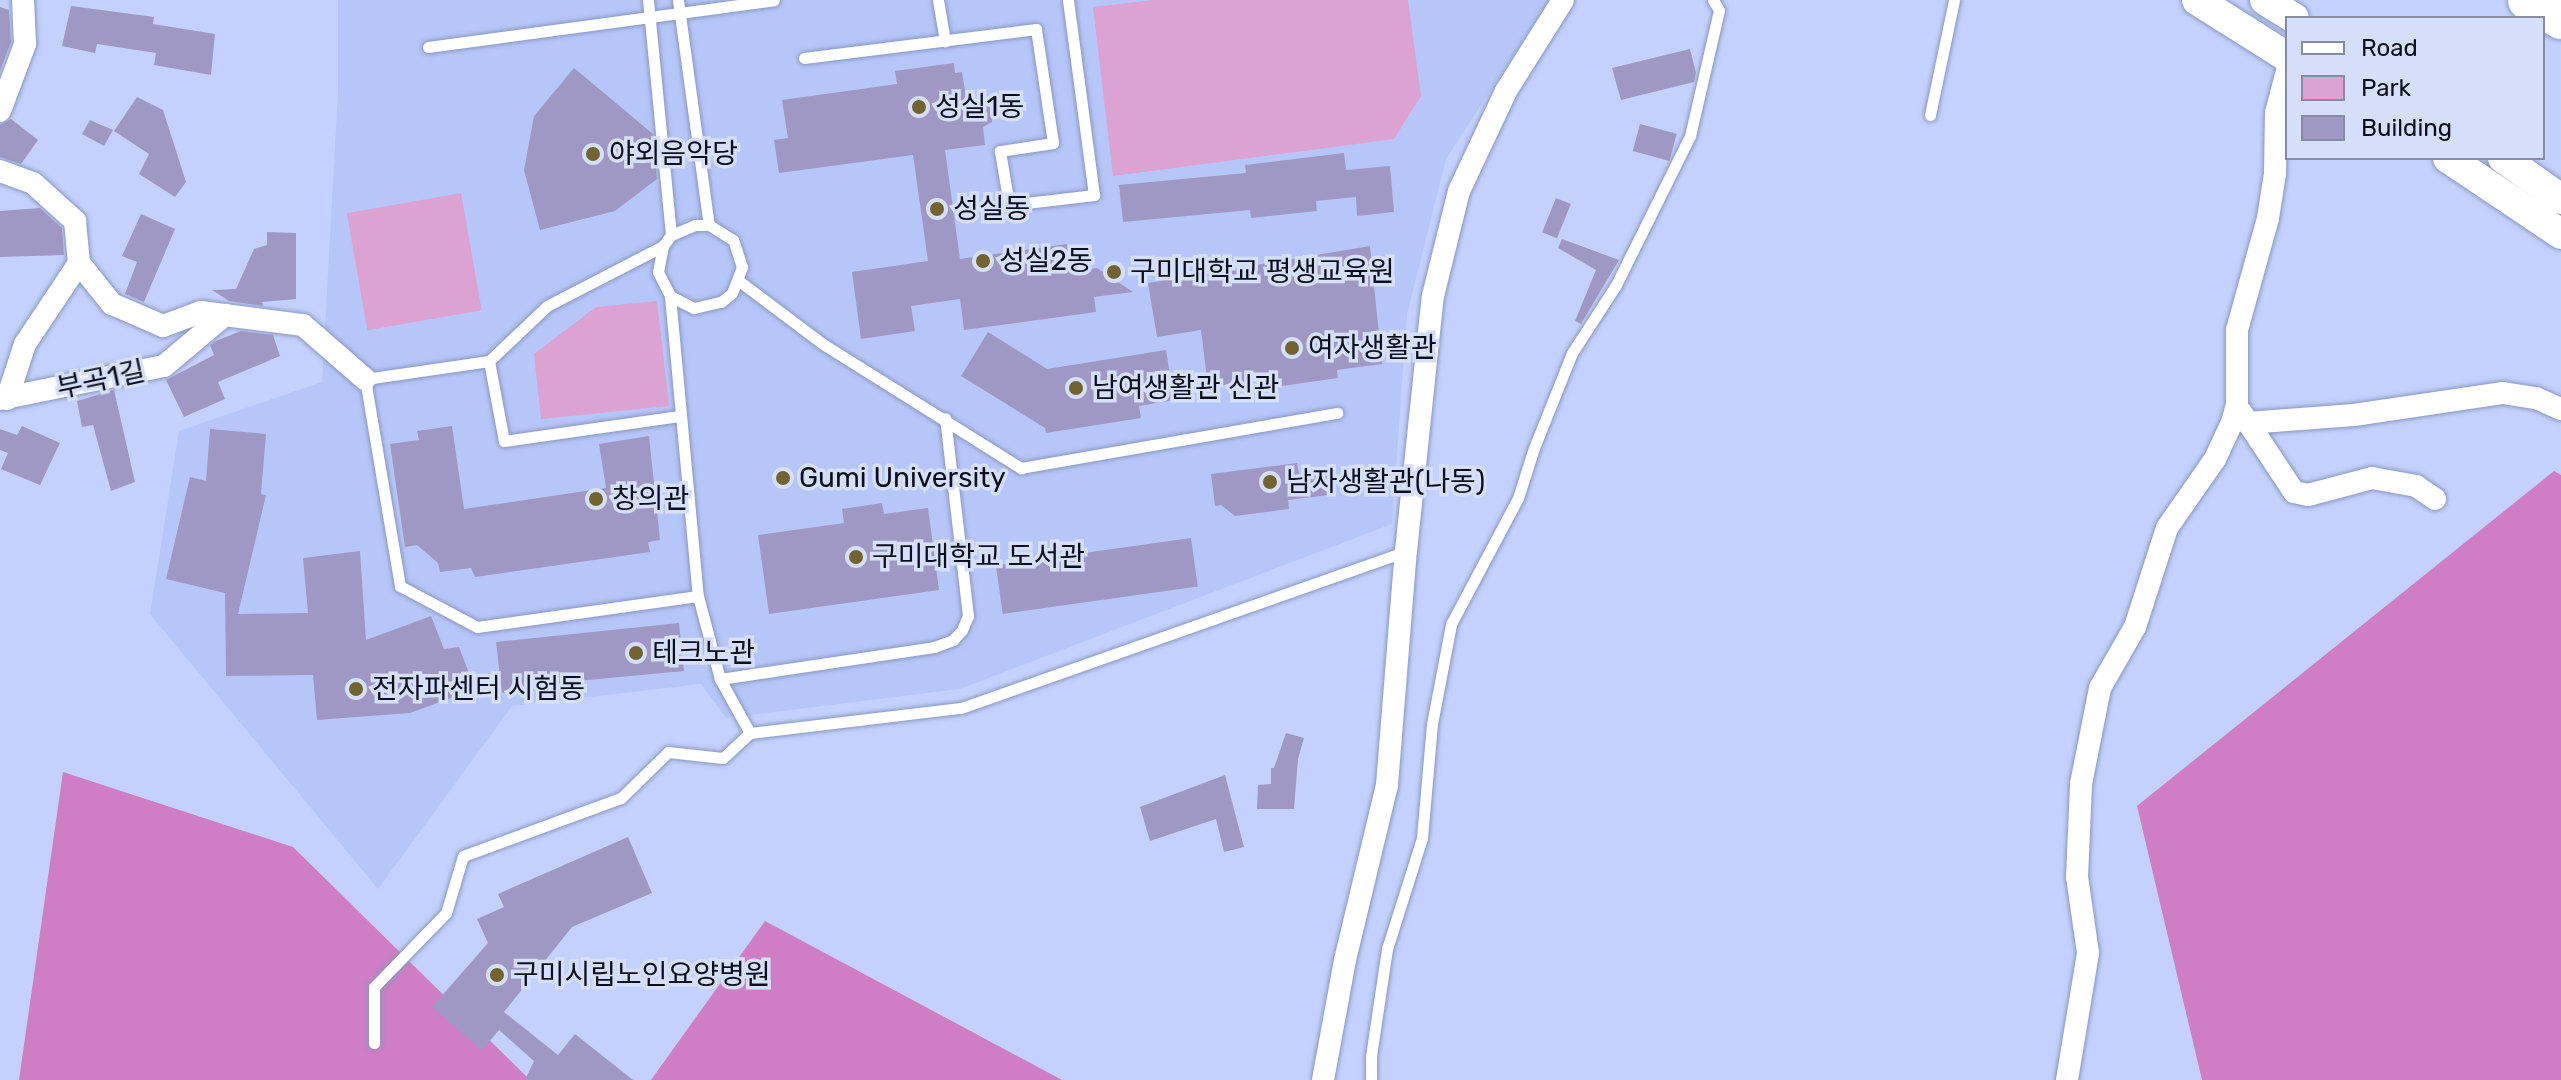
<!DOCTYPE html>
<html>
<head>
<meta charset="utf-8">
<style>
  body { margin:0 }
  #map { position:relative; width:2561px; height:1080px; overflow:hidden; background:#c4d1fe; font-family:Rubik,"Noto Sans KR",sans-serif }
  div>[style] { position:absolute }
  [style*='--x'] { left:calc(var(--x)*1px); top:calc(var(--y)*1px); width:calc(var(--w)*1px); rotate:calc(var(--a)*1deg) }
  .built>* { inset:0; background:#b7c6f9 }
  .green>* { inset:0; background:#dba2d2; transform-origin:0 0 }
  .forest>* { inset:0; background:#cf7dc4 }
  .building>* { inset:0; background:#9f98c4; transform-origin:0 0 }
  .roads { filter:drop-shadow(0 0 2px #8a97c1) drop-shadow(0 0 2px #8a97c1) }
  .lane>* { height:11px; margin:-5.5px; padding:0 5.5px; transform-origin:5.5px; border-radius:5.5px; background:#fff }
  .street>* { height:22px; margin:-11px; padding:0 11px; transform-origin:11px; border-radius:11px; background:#fff }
  .secondary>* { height:30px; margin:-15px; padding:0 15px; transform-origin:15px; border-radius:15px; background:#fff }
  .highway>* { height:40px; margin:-20px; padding:0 20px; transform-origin:20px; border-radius:20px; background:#fff }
  .dots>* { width:22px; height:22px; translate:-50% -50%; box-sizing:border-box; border:4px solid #d6dffa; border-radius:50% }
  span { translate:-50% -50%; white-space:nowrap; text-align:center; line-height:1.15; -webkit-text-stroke:7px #d6dffa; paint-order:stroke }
  .poi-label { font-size:28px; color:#0b0f1d }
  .left { translate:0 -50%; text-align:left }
  .street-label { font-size:28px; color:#0b0f1d }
  .legend { position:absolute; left:2285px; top:16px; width:260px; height:144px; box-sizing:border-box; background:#d6dffa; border:2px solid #858ca2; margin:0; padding:10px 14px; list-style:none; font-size:24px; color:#0b0f1d }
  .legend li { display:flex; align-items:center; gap:16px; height:40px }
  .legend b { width:40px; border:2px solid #858ca2 }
</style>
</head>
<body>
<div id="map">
  <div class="built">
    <i style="clip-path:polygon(338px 0,1549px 0,1446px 159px,1407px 314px,1392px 524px,960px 689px,726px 718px,701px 684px,512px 706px,378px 889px,150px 614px,179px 431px,322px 382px,338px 91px)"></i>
  </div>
  <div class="green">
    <i style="clip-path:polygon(1154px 0,1408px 0,1421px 96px,1394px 139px,1113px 176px,1093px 7px)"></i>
    <i style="left:461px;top:193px;width:119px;height:116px;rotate:80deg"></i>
    <i style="clip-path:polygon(657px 301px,669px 406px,541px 419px,534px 354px,596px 307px)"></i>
  </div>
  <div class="forest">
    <i style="clip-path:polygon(2554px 471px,2561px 475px,2561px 1080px,2202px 1080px,2137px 806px)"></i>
    <i style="clip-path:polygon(63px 772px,293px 847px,530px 1080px,19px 1080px)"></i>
    <i style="clip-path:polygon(765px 921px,1062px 1080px,651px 1080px)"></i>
  </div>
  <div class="building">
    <i style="clip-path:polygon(71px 6px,154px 17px,153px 24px,215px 34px,211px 75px,154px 65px,156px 53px,97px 44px,95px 53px,62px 46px)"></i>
    <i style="clip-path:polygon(0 7px,9px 10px,11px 42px,0 71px)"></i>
    <i style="clip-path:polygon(1690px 49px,1696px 73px,1694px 82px,1621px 100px,1612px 68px)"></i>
    <i style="clip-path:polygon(954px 63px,955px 73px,962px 72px,967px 103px,980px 102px,991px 108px,992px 122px,983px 127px,985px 145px,945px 150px,960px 259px,1067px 244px,1071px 272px,1097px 268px,1133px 292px,1094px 297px,1096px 312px,964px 330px,960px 299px,911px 306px,915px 331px,861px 339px,852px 272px,928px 261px,913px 155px,779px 173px,774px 140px,788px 138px,782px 100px,897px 84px,895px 71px)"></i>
    <i style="clip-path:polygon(574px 68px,653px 134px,657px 179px,615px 211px,540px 230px,524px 170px,534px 116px)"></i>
    <i style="clip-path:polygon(137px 97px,163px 110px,186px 182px,175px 197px,139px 174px,149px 154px,114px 131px)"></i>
    <i style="clip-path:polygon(11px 119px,38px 140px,21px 164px,0 157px,0 125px)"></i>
    <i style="clip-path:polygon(90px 120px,113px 130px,104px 146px,82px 134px)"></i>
    <i style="left:1640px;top:124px;width:38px;height:28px;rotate:15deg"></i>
    <i style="clip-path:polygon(1344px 153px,1346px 170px,1390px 166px,1394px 212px,1357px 216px,1356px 197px,1316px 201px,1317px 211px,1251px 218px,1250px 210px,1123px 222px,1119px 185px,1246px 173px,1245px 165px)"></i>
    <i style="left:1556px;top:198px;width:16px;height:37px;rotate:22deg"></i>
    <i style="clip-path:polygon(40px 208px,62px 228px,64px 255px,0 257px,0 211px)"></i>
    <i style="clip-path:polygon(141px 214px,175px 229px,144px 302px,125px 294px,137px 262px,122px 256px)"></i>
    <i style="clip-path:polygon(267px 232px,296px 233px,296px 299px,262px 302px,263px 306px,229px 301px,212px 290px,236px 289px,254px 249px,267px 245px)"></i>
    <i style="clip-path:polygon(1562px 239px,1619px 260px,1581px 324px,1575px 321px,1596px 270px,1558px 248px)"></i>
    <i style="clip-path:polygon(1370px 246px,1382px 364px,1337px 370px,1338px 378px,1275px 387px,1271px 379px,1208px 387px,1201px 330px,1157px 337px,1148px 283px)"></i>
    <i style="clip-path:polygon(241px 331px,273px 335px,280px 356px,218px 382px,225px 399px,184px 417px,166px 380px,214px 355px,210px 345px,216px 341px)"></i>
    <i style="clip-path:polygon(988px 332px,1047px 369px,1166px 350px,1174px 400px,1139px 406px,1141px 418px,1046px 433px,1045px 428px,961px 376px)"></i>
    <i style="clip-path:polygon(114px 390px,135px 482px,111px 491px,93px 425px,82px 427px,77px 401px)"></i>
    <i style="clip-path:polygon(22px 426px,60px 443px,40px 485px,1px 469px,8px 453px,0 450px,0 429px,17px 435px)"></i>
    <i style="clip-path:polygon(452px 426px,464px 509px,606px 488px,599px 444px,649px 436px,660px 540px,648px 542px,650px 552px,475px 577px,471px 568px,440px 572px,438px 563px,417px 545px,405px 547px,390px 444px,419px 440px,417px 431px)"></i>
    <i style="clip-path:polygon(210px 429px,266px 434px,261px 494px,266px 495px,238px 614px,308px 613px,303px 558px,360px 551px,366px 640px,431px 616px,444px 649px,459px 647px,475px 689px,410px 713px,317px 720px,313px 675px,226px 676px,225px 593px,166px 579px,190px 477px,206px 481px)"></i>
    <i style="clip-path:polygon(1297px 463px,1299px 474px,1326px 471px,1329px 495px,1288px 500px,1289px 509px,1235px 516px,1221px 505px,1215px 506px,1211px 474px)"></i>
    <i style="clip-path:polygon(882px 503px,884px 514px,928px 508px,939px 590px,769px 614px,758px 535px,844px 523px,842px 509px)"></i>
    <i style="left:1191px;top:538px;width:49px;height:197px;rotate:82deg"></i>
    <i style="clip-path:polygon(679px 623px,684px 671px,577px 681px,578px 687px,502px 693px,496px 642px)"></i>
    <i style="clip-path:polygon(1286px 733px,1304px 738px,1298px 759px,1294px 809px,1257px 809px,1258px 785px,1271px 784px,1271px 768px,1274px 768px)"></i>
    <i style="clip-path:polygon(1225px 775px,1244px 847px,1224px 852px,1216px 819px,1150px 841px,1140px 807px)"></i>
    <i style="clip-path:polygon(628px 837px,652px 893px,572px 927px,504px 1012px,558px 1055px,575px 1034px,633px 1080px,525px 1080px,534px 1061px,499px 1030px,482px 1050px,432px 1007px,488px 943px,477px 919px,504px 907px,498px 894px)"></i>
  </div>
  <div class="roads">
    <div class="lane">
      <i style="--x:648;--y:0;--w:236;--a:84.4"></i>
      <i style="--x:671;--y:235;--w:14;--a:126"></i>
      <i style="--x:663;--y:246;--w:26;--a:101"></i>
      <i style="--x:658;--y:272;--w:27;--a:63"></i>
      <i style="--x:670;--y:296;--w:27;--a:27"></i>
      <i style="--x:694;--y:308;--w:28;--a:-13"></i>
      <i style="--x:721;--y:302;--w:14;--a:-39"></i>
      <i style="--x:732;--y:293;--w:28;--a:-69"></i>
      <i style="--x:742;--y:267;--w:28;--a:-108"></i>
      <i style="--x:733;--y:240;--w:28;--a:-148"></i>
      <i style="--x:709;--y:225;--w:14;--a:180"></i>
      <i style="--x:695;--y:225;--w:26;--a:157"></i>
      <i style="--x:678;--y:0;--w:227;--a:82.2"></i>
      <i style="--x:938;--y:0;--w:42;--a:80.3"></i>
      <i style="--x:428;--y:47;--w:349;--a:-7.7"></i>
      <i style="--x:804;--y:58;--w:234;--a:-7.1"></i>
      <i style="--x:1036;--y:29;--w:115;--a:81.5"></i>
      <i style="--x:1053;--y:143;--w:54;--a:171.4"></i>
      <i style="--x:1000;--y:151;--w:55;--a:80.5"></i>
      <i style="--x:1009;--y:205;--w:86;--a:-6.7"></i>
      <i style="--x:1094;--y:195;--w:197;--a:-97.6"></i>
      <i style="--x:1930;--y:115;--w:117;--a:-78.2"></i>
      <i style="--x:663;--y:246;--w:131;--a:152.7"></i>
      <i style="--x:547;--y:306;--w:80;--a:136.5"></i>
      <i style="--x:489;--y:361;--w:125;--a:171.7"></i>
      <i style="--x:365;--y:379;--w:210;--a:80.4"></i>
      <i style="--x:400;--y:586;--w:87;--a:28"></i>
      <i style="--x:477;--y:627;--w:223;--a:-8"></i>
      <i style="--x:739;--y:281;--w:105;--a:36.9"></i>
      <i style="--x:823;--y:344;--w:234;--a:32.1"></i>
      <i style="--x:1021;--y:468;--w:321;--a:-9.9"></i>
      <i style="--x:670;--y:296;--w:301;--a:84.7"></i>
      <i style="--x:698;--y:596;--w:86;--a:75.2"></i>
      <i style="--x:720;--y:679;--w:216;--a:-8.5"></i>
      <i style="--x:934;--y:647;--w:20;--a:-20"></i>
      <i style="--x:953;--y:640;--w:13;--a:-48"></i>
      <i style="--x:962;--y:630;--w:15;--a:-67"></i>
      <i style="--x:968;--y:616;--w:199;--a:-96.6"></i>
      <i style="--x:489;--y:361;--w:81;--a:79.4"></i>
      <i style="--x:504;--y:441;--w:177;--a:-8.1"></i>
      <i style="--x:750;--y:733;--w:212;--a:-6.8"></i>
      <i style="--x:961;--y:708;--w:472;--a:-19.4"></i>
      <i style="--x:374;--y:1043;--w:56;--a:-90"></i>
      <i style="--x:374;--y:987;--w:103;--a:-45.8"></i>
      <i style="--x:446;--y:913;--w:59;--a:-73.4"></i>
      <i style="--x:463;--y:856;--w:168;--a:-20.2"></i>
      <i style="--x:621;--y:798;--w:66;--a:-44.4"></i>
      <i style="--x:668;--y:752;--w:55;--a:6.2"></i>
      <i style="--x:723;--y:758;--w:37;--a:-43"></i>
      <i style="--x:750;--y:733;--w:62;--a:-119.1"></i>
      <i style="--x:1371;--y:1080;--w:24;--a:-90"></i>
      <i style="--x:1371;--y:1056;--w:108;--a:-81.5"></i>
      <i style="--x:1387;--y:949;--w:116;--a:-72.5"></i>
      <i style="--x:1422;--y:838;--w:114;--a:-85"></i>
      <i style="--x:1432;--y:724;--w:102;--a:-79.2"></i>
      <i style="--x:1451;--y:624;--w:143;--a:-62"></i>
      <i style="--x:1518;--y:498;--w:52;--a:-72.3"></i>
      <i style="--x:1534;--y:448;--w:102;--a:-68.2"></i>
      <i style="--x:1572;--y:353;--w:81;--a:-57.1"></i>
      <i style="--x:1616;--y:285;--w:166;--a:-63.6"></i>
      <i style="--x:1690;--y:136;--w:129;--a:-77"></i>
      <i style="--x:1719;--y:10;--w:12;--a:-121"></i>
    </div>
    <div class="street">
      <i style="--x:0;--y:111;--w:72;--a:-69.5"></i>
      <i style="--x:25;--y:44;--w:44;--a:-92.6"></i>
      <i style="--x:0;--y:171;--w:35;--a:20"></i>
      <i style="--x:33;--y:183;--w:57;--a:42.1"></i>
      <i style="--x:75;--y:221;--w:42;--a:84.6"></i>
      <i style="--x:79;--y:263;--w:53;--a:51.2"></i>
      <i style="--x:112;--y:304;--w:56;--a:23.3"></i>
      <i style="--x:163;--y:326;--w:40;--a:-20.2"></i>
      <i style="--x:201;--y:312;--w:103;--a:7.3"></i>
      <i style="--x:303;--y:325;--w:82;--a:41.1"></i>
      <i style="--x:0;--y:399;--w:167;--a:-11.4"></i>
      <i style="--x:164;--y:366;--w:80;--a:-39.9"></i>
      <i style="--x:7;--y:399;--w:58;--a:-71.9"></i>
      <i style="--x:25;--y:344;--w:97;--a:-56.3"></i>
      <i style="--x:2241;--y:412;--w:96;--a:56.5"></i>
      <i style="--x:2294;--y:492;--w:14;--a:12"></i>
      <i style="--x:2308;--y:495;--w:66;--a:-14.9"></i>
      <i style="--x:2372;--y:478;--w:45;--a:10.3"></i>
      <i style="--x:2416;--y:486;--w:23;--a:34"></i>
      <i style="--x:2247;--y:423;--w:107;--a:-4.3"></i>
      <i style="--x:2354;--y:415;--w:151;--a:-8.4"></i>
      <i style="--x:2503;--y:393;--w:33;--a:9"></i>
      <i style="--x:2536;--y:398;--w:27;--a:24"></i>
      <i style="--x:1323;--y:1080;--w:122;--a:-79.6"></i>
      <i style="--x:1345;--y:960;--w:180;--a:-76.5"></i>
      <i style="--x:1387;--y:785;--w:235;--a:-85.4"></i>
      <i style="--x:1406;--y:551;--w:256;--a:-84"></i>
      <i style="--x:1433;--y:296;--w:108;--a:-76.1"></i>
      <i style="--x:1459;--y:191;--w:110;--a:-64.8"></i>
      <i style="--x:1506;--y:91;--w:107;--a:-57.9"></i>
      <i style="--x:2067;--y:1080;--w:129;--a:-80.6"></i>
      <i style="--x:2088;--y:953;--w:77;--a:-98.2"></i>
      <i style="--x:2077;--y:877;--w:93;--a:-87.5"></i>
      <i style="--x:2081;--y:784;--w:98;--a:-78.8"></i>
      <i style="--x:2100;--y:688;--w:70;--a:-60.2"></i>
      <i style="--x:2135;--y:627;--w:104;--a:-72.1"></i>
      <i style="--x:2167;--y:528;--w:84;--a:-55.2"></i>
      <i style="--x:2215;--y:459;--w:40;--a:-65"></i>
      <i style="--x:2232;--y:423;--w:20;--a:-75"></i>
      <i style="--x:2237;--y:404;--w:74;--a:-90"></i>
      <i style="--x:2237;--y:330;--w:116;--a:-74.5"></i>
      <i style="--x:2268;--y:218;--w:45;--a:-81"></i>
      <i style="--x:2275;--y:174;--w:61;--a:-89.1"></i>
      <i style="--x:2276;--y:113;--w:43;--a:-75.3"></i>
    </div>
    <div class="secondary">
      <i style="--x:2197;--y:0;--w:107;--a:32.3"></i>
      <i style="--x:2265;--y:0;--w:34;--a:32"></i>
      <i style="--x:2448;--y:158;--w:136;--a:33.9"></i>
      <i style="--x:2503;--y:158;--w:71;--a:35.3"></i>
    </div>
    <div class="highway">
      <i style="--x:2528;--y:0;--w:38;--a:30"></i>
    </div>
  </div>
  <div class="dots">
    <i style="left:919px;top:107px;background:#736330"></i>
    <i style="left:593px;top:154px;background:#736330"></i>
    <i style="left:937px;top:209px;background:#736330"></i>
    <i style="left:983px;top:261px;background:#736330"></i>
    <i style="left:1114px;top:272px;background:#736330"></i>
    <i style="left:1292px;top:348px;background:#736330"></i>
    <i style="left:1076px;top:388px;background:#736330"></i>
    <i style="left:783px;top:478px;background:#736330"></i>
    <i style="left:1270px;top:482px;background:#736330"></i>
    <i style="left:596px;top:499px;background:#736330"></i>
    <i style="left:856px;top:557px;background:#736330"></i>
    <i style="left:636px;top:653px;background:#736330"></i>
    <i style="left:356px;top:689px;background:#736330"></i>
    <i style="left:497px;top:975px;background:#736330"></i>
  </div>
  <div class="poi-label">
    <span class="left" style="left:935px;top:107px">성실1동</span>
    <span class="left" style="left:609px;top:154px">야외음악당</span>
    <span class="left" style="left:953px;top:209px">성실동</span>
    <span class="left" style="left:999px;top:261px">성실2동</span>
    <span class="left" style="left:1130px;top:272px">구미대학교 평생교육원</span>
    <span class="left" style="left:1308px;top:348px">여자생활관</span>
    <span class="left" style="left:1092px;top:388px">남여생활관 신관</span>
    <span class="left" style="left:799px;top:478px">Gumi University</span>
    <span class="left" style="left:1286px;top:482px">남자생활관(나동)</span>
    <span class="left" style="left:612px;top:499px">창의관</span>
    <span class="left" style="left:872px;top:557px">구미대학교 도서관</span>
    <span class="left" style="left:652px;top:653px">테크노관</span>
    <span class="left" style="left:372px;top:689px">전자파센터 시험동</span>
    <span class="left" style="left:513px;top:975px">구미시립노인요양병원</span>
  </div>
  <div class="street-label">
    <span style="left:101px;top:380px;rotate:-12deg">부곡1길</span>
  </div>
  <ul class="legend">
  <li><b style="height:10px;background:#fff"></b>Road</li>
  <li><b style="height:22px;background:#dba2d2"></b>Park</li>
  <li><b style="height:22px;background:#9f98c4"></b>Building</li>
  </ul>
</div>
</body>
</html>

---+---

### Task item
Once the line containing "filter:drop-shadow(0 0 2px" has been copied, stop; everything from the first line of the data up to it must be copied exactly, without pictures.

### Solved problem
<!DOCTYPE html>
<html>
<head>
<meta charset="utf-8">
<style>
  body { margin:0 }
  #map { position:relative; width:2561px; height:1080px; overflow:hidden; background:#c4d1fe; font-family:Rubik,"Noto Sans KR",sans-serif }
  div>[style] { position:absolute }
  [style*='--x'] { left:calc(var(--x)*1px); top:calc(var(--y)*1px); width:calc(var(--w)*1px); rotate:calc(var(--a)*1deg) }
  .built>* { inset:0; background:#b7c6f9 }
  .green>* { inset:0; background:#dba2d2; transform-origin:0 0 }
  .forest>* { inset:0; background:#cf7dc4 }
  .building>* { inset:0; background:#9f98c4; transform-origin:0 0 }
  .roads { filter:drop-shadow(0 0 2px #8a97c1) drop-shadow(0 0 2px #8a97c1) }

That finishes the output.